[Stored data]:
----
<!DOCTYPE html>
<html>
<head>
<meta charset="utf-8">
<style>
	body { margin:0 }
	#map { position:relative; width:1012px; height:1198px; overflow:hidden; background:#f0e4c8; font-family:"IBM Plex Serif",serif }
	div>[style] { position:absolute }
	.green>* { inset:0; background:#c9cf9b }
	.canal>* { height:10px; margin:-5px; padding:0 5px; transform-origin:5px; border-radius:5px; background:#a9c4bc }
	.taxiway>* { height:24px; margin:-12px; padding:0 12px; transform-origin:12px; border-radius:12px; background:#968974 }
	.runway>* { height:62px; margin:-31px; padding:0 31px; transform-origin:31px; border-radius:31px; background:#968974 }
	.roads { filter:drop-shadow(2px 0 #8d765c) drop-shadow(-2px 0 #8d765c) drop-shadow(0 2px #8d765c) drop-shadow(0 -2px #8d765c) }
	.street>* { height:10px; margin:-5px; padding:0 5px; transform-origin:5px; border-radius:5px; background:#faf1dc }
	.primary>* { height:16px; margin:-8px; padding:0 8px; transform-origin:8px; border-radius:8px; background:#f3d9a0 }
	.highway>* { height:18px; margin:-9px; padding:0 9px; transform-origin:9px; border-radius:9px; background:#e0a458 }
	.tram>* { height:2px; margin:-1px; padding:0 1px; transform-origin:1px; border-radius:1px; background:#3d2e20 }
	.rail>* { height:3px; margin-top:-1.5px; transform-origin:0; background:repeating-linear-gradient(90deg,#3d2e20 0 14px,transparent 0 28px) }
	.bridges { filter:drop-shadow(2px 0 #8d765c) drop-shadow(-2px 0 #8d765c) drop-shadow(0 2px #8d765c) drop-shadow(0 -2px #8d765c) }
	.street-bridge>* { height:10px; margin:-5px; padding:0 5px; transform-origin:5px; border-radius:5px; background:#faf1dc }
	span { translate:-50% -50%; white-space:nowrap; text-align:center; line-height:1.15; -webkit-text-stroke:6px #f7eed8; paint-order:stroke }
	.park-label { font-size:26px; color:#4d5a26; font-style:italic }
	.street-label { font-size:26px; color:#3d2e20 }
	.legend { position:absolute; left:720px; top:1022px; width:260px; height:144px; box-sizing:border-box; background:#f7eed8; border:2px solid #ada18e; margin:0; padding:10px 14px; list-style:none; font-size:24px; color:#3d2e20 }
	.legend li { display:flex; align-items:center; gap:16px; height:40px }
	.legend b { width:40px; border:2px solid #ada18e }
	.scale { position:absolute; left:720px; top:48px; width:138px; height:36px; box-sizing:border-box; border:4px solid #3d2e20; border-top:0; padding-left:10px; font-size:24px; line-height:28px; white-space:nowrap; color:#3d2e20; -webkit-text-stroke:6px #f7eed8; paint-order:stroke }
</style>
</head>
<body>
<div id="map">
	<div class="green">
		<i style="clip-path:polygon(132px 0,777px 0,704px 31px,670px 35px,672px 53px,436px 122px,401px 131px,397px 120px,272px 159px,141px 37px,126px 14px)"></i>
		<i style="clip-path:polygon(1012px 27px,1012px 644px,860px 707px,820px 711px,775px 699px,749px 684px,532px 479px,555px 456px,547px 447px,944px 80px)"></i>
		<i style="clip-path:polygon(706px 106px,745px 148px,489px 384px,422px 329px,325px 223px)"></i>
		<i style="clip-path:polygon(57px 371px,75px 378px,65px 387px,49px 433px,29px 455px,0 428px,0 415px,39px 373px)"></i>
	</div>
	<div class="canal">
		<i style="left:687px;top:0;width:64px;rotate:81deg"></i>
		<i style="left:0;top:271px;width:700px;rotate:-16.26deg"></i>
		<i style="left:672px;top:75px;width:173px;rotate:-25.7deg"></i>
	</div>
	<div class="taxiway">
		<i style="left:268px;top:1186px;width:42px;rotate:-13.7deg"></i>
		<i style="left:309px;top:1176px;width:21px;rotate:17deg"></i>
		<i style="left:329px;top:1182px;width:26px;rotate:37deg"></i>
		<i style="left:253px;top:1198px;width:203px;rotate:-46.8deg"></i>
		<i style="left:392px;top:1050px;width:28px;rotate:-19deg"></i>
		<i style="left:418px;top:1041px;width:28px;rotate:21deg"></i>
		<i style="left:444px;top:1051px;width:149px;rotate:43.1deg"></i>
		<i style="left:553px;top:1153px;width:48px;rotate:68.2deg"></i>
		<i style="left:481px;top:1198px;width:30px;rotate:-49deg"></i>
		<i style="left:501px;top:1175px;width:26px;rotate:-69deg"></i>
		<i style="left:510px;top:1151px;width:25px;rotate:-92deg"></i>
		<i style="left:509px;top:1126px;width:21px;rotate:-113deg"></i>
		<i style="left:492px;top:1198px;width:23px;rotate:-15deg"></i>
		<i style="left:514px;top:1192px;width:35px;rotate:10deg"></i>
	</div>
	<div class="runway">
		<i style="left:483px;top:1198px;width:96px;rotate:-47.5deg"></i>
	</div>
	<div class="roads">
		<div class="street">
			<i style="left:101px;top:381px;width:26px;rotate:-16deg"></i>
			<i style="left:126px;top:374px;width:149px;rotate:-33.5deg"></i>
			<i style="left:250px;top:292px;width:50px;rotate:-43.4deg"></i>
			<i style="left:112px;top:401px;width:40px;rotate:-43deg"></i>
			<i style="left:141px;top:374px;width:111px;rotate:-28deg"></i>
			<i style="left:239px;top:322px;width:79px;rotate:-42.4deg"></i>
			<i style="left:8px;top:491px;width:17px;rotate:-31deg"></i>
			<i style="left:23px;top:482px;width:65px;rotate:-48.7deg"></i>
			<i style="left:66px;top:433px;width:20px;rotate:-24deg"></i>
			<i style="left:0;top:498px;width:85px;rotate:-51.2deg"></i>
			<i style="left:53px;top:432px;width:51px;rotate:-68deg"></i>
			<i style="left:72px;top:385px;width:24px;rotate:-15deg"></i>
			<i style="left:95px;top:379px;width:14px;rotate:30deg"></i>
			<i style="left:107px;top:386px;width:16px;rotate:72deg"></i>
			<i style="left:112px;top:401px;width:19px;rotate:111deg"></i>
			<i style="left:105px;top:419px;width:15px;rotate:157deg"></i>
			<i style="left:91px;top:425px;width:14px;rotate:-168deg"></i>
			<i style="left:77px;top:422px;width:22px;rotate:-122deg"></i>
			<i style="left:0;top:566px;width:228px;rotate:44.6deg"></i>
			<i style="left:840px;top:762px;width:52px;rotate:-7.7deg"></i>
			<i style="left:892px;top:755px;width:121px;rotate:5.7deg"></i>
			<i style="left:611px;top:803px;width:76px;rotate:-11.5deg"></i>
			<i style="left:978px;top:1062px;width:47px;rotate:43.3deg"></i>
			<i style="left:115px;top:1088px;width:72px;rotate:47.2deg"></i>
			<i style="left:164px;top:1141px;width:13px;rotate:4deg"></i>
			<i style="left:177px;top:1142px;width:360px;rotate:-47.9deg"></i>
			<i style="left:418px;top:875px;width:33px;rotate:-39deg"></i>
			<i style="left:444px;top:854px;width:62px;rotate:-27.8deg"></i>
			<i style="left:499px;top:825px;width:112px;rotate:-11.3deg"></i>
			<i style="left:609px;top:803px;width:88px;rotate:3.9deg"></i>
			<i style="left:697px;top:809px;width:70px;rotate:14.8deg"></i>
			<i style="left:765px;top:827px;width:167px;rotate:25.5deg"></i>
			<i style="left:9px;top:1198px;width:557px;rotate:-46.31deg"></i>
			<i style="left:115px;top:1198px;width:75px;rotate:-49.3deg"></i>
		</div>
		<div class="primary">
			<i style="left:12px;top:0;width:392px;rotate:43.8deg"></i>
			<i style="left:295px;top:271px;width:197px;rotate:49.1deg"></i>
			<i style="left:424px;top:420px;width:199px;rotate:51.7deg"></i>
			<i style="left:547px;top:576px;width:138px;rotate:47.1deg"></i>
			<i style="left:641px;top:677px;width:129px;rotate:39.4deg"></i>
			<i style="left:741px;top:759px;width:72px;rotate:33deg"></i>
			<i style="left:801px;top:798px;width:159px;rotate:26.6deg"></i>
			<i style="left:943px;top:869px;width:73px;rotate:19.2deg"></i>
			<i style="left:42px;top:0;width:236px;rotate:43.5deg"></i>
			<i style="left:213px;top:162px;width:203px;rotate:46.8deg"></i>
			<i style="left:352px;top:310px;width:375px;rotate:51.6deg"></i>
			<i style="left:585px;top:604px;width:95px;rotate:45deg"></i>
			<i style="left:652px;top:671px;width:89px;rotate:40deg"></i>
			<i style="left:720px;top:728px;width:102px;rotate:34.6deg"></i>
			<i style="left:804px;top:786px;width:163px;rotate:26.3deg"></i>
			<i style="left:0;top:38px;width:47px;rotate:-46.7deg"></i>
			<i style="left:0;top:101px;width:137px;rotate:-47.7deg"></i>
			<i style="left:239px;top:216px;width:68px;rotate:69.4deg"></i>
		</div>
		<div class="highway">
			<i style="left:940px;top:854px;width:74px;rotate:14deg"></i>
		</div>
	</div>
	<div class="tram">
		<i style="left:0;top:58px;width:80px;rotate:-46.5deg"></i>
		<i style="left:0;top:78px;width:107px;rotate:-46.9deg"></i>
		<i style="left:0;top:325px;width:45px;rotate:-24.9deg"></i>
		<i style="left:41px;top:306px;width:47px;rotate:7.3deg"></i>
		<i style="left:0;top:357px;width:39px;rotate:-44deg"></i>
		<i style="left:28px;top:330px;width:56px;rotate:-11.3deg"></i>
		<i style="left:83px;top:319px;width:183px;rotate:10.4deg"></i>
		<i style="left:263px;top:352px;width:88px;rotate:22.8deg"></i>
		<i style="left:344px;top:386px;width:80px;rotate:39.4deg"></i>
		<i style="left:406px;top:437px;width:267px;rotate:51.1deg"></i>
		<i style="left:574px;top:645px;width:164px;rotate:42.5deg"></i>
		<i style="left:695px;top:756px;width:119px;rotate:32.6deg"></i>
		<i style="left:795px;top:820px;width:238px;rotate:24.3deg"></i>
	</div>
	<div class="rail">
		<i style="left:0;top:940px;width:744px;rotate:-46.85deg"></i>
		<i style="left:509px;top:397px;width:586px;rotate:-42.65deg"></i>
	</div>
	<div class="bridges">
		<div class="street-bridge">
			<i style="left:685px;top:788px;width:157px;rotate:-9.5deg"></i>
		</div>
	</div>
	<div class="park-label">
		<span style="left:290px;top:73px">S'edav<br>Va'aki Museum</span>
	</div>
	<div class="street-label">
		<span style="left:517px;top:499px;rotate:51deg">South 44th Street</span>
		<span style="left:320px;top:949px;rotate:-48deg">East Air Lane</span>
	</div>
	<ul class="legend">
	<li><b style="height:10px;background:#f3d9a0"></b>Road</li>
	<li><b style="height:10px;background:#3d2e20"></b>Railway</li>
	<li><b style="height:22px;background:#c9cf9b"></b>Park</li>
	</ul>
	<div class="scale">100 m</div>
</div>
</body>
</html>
----
[PROBLEM]:
Using the records above, find and show each line with the string "center".

[WRITTEN ANSWER]:
	span { translate:-50% -50%; white-space:nowrap; text-align:center; line-height:1.15; -webkit-text-stroke:6px #f7eed8; paint-order:stroke }
	.legend li { display:flex; align-items:center; gap:16px; height:40px }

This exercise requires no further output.